Perl Basics and Biostatistics
Variability and Range
In this lesson the student will learn how to:
- Create and populate arrays
- Find the range of a group of numbers
- Use the foreach loop
- Use the comma operator
By the end of this lesson the student will be able to:
Write a Perl script which will calculate the mean
and range for sets of numbers of any size.
Let's say that we conduct a study of 100 subjects with high blood pressure.
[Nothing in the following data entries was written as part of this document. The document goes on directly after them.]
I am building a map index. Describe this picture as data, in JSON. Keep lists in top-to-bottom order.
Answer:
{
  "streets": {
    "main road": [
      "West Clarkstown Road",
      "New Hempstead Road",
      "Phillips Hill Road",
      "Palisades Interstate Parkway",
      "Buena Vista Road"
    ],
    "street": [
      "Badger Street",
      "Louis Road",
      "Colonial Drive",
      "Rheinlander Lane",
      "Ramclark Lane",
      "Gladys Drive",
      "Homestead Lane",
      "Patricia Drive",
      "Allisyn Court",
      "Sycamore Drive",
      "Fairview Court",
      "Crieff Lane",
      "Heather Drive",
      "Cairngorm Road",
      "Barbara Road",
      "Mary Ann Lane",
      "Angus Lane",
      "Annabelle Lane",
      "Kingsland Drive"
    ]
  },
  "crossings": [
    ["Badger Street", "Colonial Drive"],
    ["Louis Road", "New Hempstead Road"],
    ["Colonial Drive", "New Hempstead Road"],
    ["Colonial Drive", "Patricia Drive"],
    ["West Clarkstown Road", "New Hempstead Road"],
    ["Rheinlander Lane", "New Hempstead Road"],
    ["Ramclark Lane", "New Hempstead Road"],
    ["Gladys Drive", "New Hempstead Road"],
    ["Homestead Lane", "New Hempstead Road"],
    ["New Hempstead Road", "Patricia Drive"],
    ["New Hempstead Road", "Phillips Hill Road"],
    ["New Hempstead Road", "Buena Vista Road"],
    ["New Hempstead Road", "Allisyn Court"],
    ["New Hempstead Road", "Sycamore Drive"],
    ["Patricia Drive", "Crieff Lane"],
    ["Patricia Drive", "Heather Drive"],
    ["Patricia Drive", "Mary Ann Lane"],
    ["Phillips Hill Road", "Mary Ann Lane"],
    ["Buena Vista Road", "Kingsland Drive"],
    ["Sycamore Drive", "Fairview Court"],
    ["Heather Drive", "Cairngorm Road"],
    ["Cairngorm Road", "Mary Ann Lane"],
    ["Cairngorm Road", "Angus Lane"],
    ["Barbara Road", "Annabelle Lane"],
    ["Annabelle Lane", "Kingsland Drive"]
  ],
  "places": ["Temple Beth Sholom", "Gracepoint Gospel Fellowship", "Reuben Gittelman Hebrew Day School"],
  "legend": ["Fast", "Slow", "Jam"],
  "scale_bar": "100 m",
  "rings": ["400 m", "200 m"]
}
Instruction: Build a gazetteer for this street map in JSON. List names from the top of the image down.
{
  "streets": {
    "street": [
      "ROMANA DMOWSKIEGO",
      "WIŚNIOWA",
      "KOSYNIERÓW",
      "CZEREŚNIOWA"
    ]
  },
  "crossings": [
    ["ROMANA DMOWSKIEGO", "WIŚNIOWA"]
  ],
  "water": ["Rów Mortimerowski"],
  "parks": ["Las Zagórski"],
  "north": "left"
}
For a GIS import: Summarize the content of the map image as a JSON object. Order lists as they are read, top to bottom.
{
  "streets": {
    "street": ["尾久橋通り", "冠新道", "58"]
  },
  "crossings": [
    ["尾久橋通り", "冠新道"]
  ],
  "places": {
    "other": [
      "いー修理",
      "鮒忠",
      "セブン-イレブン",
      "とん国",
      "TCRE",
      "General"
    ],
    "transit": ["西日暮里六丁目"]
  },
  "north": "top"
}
Fifty of these subjects get an experimental treatment and the other 50 get a
traditional treatment. Let's say for our purposes we are only interested in
the systolic pressure (the higher of the two values in a blood pressure
reading). How do we analyze the data we've collected? One thing we can do is
to calculate the mean of each group. Another thing we can do is to determine
the amount of variability within the group. The crudest and least
informative way of doing this is to determine the range for each set of data
points. The range is simply the differnce between the highest and lowest
value for a data set. We have two data sets and just as we can figure out
the mean for each data set, we also can figure out the range for each data
set.
Here's a simple script which calculates the mean and range for two sets of
ten numbers:
#!/usr/bin/perl
#data points
@g1 = ( 120, 135, 140, 150, 133, 141, 146, 155, 137, 144 );
@g2 = ( 133, 136, 139, 152, 139, 140, 147, 152, 150, 149 );
#calculate means
$t1 = 0;
foreach $v (@g1){
$t1 = $t1 + $v;
}
$n = @g1;
$m1 = $t1 / $n;
$t2 = 0;
foreach $v (@g2){
$t2 = $t2 + $v;
}
$n = @g2;
$m2 = $t2 / $n;
#find highest
$h1 = 0;
foreach $v (@g1){
$h1 = ( $h1 > $v ? $h1 : $v );
}
$h2 = 0;
foreach $v (@g2){
$h2 = ( $h2 > $v ? $h2 : $v );
}
#find lowest
$l1 = 1000; #set to value higher than any of the data points
foreach $v (@g1){
$l1 = ( $l1 < $v ? $l1 : $v );
}
$l2 = 1000;
foreach $v (@g2){
$l2 = ( $l2 < $v ? $l2 : $v );
}
#calculate ranges
$r1 = $h1 - $l1;
$r2 = $h2 - $l2;
#generate report
print "GROUP ONE: @g1\n",
"MEAN: $m1, HIGH: $h1, LOW: $l1, RANGE: $r1\n\n";
print "GROUP TWO: @g2\n",
"MEAN: $m2, HIGH: $h2, LOW: $l2, RANGE: $r2\n\n";
exit;
Get this script up and run it.
There are several new constructs in this script which we need to discuss.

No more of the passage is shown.